В части Хемингуэя обещали принять все меры,[63] а язык безразлично? Значит, и английский? Это – просто здорово, завидую вам. Насчет «эволюции» я держусь особого мнения. Как не хватает личного разговора.

Чуйкова я знаю только по репродукциям и по статье Довженко в «Литературной газете». Конечно, сила его в том, что это не соцреализм. Довженко довольно наивно ратует за «расширение границ понятия социалистического реализма». Конечно, всякому понятно, что нельзя впереть, простите, всю живопись в передвижнические принципы. Передвижничество – это эпизод или, вернее, один из путей, не больше. И не самый интересный путь. Пусть туда уместится суховатый Верещагин и Репин, но ни Куинджи, ни Врубель туда не войдут. У современников просто нет большого художника, а то бы все эти надуманные границы соцреализма лопнули сами собой. Пьесы Леонова[64] я не читал, «Русский лес» имел успех у читающей публики, но меня оставил вовсе равнодушным. Паустовский с «Беспокойной юностью» выступил напрасно. Эти перепевы Бабеля не для его пера. Рассказы Бунина я читал. Это – совершенство. Глаза волков озаряли весь рассказ. Да, так и именно так надо строить рассказ. А сапоги, старинные смазные сапоги в крошечном шедевре[65]

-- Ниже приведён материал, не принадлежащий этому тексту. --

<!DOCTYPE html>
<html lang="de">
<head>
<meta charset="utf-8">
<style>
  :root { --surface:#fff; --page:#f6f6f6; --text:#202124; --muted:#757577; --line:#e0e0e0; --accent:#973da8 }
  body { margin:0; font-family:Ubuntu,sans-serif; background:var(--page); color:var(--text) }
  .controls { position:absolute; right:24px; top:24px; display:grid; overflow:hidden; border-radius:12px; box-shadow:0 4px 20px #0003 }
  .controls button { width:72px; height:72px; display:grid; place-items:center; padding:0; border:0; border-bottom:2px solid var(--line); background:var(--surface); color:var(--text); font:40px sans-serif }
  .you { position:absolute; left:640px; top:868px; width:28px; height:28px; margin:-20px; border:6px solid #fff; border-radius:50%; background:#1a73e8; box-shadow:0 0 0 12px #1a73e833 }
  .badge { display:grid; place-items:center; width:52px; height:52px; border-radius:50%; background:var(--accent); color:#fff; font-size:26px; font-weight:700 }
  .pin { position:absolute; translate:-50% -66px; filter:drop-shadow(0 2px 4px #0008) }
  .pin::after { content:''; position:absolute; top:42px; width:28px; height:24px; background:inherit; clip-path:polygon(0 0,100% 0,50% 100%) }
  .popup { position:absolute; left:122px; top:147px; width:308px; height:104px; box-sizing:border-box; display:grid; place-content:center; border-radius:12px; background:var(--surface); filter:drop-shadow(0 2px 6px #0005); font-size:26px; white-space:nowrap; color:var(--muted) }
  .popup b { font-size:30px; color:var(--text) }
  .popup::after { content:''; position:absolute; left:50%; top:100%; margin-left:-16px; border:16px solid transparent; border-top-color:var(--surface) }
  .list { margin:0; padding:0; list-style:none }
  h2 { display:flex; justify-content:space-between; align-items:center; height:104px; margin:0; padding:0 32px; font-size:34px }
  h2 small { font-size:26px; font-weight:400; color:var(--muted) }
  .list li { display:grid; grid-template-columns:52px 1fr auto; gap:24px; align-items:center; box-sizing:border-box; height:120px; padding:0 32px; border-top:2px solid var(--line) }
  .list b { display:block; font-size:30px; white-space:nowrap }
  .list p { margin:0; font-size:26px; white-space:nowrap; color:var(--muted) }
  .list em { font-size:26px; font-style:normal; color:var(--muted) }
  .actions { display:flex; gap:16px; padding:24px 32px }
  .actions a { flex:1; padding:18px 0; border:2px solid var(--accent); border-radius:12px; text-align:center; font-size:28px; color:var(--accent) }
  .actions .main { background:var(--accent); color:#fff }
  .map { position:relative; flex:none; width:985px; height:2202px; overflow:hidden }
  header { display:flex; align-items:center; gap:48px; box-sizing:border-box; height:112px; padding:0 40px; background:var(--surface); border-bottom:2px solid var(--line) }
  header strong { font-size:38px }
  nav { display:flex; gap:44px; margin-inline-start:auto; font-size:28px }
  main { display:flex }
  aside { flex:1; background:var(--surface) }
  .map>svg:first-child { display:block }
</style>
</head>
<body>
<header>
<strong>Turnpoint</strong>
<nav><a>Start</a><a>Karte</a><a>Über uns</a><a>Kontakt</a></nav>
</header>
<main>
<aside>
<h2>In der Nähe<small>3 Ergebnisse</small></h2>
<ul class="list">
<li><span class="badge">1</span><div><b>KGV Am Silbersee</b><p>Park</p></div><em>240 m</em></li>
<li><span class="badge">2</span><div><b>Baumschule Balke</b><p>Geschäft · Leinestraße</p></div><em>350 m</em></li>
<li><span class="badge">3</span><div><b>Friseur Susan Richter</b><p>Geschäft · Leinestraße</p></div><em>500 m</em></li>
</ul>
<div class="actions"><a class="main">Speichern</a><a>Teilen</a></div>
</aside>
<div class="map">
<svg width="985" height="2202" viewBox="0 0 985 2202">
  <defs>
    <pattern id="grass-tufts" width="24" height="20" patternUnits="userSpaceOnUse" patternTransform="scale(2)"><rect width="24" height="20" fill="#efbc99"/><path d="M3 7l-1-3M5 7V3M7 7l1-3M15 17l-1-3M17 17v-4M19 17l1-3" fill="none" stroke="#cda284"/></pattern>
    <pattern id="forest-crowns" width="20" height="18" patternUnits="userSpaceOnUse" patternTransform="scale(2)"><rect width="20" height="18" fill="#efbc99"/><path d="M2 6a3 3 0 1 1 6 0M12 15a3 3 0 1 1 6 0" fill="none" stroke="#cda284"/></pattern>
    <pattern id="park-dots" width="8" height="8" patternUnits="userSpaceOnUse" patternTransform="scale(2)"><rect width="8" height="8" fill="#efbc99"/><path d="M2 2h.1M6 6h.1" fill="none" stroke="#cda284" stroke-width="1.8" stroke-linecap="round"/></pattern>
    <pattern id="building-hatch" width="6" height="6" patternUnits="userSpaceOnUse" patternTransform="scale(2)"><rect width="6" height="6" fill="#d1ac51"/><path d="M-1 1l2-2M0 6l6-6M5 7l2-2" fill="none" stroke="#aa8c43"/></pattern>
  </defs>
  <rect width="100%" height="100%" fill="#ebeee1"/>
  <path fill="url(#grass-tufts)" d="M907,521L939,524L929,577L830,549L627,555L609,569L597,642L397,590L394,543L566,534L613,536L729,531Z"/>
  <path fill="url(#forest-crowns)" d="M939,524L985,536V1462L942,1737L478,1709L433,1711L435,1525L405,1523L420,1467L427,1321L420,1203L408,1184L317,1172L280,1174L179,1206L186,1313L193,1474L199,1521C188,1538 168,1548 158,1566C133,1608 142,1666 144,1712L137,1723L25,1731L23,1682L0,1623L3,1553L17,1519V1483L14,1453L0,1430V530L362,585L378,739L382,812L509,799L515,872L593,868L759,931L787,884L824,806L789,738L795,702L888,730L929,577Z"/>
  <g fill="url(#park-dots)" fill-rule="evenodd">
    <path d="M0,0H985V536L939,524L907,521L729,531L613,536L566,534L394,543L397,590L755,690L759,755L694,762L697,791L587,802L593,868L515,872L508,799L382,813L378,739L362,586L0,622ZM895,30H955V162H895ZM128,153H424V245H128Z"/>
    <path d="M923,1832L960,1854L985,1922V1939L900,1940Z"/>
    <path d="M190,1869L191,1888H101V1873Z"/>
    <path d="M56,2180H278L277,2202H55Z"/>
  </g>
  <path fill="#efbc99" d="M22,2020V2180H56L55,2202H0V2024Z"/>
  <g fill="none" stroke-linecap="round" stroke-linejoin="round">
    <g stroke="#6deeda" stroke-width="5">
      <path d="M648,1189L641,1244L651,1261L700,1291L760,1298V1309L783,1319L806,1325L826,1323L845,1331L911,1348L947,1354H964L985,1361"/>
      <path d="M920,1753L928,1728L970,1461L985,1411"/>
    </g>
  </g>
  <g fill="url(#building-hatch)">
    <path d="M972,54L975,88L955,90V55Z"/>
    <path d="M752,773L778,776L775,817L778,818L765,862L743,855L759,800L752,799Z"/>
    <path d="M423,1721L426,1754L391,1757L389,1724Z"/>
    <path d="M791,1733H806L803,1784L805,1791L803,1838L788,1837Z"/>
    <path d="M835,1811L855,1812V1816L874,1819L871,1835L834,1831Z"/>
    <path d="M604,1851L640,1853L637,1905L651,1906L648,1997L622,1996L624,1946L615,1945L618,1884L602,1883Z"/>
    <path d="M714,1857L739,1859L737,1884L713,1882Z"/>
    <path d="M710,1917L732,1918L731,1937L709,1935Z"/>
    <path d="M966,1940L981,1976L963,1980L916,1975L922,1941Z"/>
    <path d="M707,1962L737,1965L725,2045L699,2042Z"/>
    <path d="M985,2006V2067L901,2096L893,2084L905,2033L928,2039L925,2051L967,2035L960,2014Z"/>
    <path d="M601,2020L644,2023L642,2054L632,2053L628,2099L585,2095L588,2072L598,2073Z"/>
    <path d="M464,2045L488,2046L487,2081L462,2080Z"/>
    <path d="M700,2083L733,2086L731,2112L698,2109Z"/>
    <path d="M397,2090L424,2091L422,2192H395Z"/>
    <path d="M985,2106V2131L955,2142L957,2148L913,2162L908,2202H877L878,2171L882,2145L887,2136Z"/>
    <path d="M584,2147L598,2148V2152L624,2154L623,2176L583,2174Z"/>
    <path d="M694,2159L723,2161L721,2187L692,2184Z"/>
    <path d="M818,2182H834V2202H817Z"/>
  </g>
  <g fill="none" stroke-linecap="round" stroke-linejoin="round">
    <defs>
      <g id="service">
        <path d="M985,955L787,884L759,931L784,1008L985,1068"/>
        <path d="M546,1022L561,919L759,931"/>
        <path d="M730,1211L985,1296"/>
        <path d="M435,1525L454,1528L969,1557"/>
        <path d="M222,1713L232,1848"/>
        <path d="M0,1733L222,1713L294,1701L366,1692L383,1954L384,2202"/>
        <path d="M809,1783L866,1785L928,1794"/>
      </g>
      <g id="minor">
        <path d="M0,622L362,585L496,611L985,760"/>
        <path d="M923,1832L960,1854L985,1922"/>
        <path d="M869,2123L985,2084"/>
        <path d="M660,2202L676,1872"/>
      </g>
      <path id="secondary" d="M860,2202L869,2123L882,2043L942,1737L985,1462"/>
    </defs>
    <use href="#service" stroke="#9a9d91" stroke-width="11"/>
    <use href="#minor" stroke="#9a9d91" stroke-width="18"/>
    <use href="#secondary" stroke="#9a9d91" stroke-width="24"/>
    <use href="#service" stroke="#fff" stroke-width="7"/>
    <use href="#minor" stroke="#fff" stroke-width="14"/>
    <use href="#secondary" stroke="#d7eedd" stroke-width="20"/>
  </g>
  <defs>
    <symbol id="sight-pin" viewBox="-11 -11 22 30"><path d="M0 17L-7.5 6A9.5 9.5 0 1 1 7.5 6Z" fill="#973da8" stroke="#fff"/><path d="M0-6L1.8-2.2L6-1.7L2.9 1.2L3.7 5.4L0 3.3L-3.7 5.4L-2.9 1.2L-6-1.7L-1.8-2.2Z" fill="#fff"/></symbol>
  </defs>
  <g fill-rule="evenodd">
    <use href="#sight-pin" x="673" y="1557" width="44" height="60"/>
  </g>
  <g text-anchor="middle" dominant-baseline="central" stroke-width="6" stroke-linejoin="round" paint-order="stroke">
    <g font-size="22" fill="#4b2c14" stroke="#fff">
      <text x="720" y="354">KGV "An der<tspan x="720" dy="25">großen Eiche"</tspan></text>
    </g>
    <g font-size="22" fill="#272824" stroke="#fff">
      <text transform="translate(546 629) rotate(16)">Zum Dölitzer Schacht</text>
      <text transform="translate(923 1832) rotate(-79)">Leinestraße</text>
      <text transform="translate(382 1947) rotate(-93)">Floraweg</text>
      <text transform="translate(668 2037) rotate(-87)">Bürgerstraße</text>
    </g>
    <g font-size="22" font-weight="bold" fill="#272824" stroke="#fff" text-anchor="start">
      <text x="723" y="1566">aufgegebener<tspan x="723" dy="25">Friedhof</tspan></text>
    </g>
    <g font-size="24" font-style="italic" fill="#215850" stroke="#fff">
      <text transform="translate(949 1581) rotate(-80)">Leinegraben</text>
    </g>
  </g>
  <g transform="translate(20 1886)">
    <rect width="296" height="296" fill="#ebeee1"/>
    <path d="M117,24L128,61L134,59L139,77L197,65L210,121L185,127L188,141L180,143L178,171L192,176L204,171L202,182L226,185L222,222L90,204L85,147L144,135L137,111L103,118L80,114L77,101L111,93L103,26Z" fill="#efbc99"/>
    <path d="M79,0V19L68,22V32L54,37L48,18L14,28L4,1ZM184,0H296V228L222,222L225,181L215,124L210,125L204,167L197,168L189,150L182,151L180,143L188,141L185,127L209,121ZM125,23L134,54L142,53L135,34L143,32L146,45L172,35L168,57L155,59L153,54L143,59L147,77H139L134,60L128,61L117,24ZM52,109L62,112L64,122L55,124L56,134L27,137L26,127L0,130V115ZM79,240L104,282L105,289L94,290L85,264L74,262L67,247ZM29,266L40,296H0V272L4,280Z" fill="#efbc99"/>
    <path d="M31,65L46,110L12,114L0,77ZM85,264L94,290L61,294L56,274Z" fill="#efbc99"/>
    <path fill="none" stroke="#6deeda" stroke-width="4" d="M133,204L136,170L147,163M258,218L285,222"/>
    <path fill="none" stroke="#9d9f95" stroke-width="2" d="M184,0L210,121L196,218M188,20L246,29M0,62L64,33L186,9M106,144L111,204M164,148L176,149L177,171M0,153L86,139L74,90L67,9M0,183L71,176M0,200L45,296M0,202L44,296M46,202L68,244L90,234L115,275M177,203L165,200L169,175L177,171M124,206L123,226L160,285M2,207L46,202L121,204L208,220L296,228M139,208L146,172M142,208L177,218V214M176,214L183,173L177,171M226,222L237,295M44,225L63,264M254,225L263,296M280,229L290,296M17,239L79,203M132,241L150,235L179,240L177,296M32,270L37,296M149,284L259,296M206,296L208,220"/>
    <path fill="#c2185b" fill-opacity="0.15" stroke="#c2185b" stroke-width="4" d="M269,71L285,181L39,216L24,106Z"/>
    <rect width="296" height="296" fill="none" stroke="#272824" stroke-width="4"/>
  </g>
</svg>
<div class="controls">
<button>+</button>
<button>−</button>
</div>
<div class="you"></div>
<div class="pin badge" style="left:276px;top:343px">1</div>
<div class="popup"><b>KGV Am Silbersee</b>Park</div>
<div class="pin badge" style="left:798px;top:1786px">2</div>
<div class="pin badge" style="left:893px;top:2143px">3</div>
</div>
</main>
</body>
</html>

Пишу и не могу остановиться. Вале, пожалуйста, передайте привет. Получил ли он мои записочки в Мяките? Скажите, что я искренне, на всю жизнь привязан к нему, что я его люблю, что радуюсь, что знал его, что вспоминаю с величайшим уважением, любовью и теплотой. В Ягодном ему лучше будет. А что это за сын? Это ведь страшно, если вождь краснокожих. Очень доволен вашей оценкой Петрова,[66] который настолько мне был антипатичен с первого взгляда, что я в свое время и знакомиться с ним отказался. А случайно увидев его стихи у Кундуша, укрепился в решении не тратить ни одной минуты на знакомство с этим растленным типом. Не знаете ли, где такие люди: Короткое Сергей Иванович, что был кладовщиком на Левом, в больнице; Прыгов Василий Николаевич. Лоскутов мне написал два письма, но что-то давно не получаю. Привет Исаевым[67] и Кундушу пошлите, если будете им писать, и Яроцкому. Лиле мой сердечный привет, самый теплый и искренний. Я радуюсь, что могу ее приветствовать в письмах к Вам. Желаю счастья, бодрости, твердости духа.

Где Демидов?[68] Варлам.

А правда, что «Снега Килиманджаро» напоминает «Смерть Ивана Ильича».

В.Т. Шаламов – А.З. Добровольскому

Дорогой Аркадий 3ахарович.

Вот Вам краткие сведения о Нагибине, которым Вы интересовались. Мне он не кажется писателем, заслуживающим внимания даже на сереньком фоне художественной прозы нашей. Рассказы его доказывают, что

1) Лаконизм изложения (которому он должен бы научиться, изучая язык кино) отсутствует. В рассказах много лишнего, затемняющего человека, уводящего от главного.

2) Само по себе главное не продуманное до четкости и теряется в виденном, которое Нагибин считает виденным им впервые, а потому заслуживающим внимания.

3) Вопросы, которые волнуют Нагибина, мелки и не чувствуется, что для себя он занимается и вопросами побольше. (Что, например, хорошо видно в обеих вещах В. Некрасова, как бы робкой рукой ни были они тронуты.)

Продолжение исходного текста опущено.